The Ara Rooftop Pool and Lounge at Hotel Effie Sandestin in Miramar Beach, Florida, this summer is hosting live entertainment, including musicians and DJs, several times a week. Holiday-themed parties will also take place, as well as views of the weekly and holiday fireworks at Sandestin Golf and Beach Resort, General Manager Jim Marino said.

“Because Hotel Effie was designed around family traditions and lifelong memories for our guests, whether they are here for the day or a week,” he said. “When we have a musician who is loved by the guests, we want to continue hosting them.
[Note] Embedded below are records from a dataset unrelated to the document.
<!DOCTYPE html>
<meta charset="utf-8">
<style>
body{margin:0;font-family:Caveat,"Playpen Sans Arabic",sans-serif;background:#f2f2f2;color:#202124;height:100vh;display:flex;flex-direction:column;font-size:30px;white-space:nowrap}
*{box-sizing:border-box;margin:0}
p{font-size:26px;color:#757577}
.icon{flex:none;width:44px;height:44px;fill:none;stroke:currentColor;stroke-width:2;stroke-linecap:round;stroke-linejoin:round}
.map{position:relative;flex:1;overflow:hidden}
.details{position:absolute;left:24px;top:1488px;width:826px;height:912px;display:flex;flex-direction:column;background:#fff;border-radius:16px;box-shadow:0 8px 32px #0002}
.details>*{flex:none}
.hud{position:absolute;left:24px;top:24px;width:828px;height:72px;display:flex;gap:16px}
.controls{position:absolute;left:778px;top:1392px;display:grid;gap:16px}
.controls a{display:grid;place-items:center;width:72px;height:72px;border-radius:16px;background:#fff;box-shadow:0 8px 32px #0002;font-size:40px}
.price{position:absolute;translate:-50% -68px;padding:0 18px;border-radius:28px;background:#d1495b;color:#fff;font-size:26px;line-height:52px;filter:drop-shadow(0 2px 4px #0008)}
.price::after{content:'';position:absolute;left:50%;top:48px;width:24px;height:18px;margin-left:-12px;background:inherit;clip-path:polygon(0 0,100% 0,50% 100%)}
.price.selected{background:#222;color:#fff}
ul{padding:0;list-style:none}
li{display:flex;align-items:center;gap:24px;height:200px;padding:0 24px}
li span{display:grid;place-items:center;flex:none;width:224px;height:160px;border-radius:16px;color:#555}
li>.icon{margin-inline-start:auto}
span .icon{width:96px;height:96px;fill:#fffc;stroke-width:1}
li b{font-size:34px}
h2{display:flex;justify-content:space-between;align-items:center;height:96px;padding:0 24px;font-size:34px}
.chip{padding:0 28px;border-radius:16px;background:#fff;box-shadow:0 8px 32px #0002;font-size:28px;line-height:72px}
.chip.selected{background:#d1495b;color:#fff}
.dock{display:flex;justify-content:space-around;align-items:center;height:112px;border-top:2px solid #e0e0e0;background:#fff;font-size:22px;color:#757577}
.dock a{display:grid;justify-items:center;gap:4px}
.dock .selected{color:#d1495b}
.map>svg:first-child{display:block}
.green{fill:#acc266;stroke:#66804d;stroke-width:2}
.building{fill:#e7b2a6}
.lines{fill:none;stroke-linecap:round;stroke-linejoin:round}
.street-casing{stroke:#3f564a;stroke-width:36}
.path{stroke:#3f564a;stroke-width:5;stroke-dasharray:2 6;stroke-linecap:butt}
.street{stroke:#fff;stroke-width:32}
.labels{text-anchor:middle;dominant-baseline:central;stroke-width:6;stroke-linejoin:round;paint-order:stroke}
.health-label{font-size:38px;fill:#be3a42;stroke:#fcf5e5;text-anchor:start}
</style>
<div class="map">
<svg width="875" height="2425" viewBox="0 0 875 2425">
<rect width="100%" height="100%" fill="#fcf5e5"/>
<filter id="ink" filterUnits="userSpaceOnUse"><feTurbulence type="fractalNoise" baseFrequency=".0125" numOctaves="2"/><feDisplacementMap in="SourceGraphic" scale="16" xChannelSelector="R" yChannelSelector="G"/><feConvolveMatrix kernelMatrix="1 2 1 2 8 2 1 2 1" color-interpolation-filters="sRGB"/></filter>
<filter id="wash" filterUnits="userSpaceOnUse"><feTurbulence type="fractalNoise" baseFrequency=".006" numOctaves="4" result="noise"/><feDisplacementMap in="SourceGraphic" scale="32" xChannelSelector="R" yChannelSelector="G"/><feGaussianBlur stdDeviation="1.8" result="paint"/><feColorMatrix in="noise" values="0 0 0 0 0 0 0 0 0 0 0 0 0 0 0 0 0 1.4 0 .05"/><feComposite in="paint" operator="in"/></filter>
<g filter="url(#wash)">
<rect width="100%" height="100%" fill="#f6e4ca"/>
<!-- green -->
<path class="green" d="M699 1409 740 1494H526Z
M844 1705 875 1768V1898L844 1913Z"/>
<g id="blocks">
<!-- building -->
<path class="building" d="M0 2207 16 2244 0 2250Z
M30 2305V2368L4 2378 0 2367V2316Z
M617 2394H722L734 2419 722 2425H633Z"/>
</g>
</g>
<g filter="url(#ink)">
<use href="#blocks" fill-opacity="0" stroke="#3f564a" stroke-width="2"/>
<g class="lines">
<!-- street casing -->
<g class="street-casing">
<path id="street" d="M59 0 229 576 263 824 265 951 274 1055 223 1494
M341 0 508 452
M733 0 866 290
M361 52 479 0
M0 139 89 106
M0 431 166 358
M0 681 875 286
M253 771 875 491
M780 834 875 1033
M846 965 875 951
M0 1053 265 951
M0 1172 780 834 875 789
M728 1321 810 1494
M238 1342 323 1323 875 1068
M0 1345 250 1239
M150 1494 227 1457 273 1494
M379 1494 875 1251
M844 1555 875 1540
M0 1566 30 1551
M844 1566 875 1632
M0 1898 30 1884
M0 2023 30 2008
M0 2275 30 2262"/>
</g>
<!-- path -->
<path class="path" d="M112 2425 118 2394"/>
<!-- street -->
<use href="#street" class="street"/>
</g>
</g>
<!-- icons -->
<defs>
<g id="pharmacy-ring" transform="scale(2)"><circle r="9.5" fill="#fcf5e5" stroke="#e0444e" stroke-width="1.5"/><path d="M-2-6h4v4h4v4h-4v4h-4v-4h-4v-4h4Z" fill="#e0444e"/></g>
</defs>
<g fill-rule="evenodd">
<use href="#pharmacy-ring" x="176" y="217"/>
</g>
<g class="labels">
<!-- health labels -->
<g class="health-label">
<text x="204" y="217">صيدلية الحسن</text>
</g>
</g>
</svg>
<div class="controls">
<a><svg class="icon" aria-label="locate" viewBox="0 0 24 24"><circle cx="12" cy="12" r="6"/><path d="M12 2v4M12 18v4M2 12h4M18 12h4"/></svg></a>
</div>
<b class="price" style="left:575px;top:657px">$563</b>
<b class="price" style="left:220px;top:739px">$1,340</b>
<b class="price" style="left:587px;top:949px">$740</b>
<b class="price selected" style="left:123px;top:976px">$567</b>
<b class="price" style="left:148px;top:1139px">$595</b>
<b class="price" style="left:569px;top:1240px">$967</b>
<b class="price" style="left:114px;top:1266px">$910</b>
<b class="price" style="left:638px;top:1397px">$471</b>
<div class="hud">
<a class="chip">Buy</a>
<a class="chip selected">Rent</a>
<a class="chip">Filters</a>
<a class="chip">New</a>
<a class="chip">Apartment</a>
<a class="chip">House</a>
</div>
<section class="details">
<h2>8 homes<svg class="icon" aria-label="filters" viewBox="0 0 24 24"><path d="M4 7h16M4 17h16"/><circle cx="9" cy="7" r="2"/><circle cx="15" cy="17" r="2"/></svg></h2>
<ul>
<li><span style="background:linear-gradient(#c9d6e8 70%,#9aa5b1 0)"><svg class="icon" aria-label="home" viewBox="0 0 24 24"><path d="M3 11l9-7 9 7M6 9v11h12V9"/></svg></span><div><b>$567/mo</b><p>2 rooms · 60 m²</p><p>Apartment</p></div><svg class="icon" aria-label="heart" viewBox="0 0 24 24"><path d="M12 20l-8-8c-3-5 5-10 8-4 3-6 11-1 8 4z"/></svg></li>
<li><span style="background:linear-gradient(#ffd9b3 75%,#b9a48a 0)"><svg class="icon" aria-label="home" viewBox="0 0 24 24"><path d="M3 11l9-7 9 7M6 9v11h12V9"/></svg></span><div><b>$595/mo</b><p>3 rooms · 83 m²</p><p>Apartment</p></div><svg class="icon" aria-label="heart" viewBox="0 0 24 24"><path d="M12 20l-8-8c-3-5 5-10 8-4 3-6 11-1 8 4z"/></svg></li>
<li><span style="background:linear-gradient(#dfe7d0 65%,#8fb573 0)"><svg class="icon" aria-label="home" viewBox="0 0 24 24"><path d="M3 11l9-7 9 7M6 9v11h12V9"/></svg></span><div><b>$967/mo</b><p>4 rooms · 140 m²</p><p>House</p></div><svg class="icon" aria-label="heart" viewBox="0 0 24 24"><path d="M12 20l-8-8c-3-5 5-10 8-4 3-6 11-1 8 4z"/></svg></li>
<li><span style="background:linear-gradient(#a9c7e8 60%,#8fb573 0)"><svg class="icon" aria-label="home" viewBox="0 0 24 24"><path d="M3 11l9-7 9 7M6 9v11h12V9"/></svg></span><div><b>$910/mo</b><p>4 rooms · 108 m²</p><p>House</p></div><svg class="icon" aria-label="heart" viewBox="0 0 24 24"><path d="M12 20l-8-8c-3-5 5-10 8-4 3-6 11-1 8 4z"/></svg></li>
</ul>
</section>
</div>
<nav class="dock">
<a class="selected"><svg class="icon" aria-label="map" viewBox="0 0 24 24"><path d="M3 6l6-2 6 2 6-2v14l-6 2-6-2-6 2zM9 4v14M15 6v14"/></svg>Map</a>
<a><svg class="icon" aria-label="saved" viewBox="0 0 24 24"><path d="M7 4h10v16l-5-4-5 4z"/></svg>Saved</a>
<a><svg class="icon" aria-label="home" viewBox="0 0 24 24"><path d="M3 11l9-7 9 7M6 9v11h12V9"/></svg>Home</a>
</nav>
At the same time, we love trying new things in order to keep the guest experience fresh and exciting.”

The Kixby Hotel this summer is celebrating 120 years of being part of the opulent Herald Square neighborhood in New York with a fun twist on "summer Fridays" through its "120 Days of Summer" package.

The program is offering guests the opportunity to book a room for $120 every Friday. The room includes in-room goodies valued up to $120. Guests can also enjoy early check-in at 1:20 p.m. as well as food and beverage items at $1.20.

Kixby managing partner and co-owner Justin Arest said he hopes that as nearby businesses put summer Friday hours into effect for its employees, this will drive foot traffic to the hotel.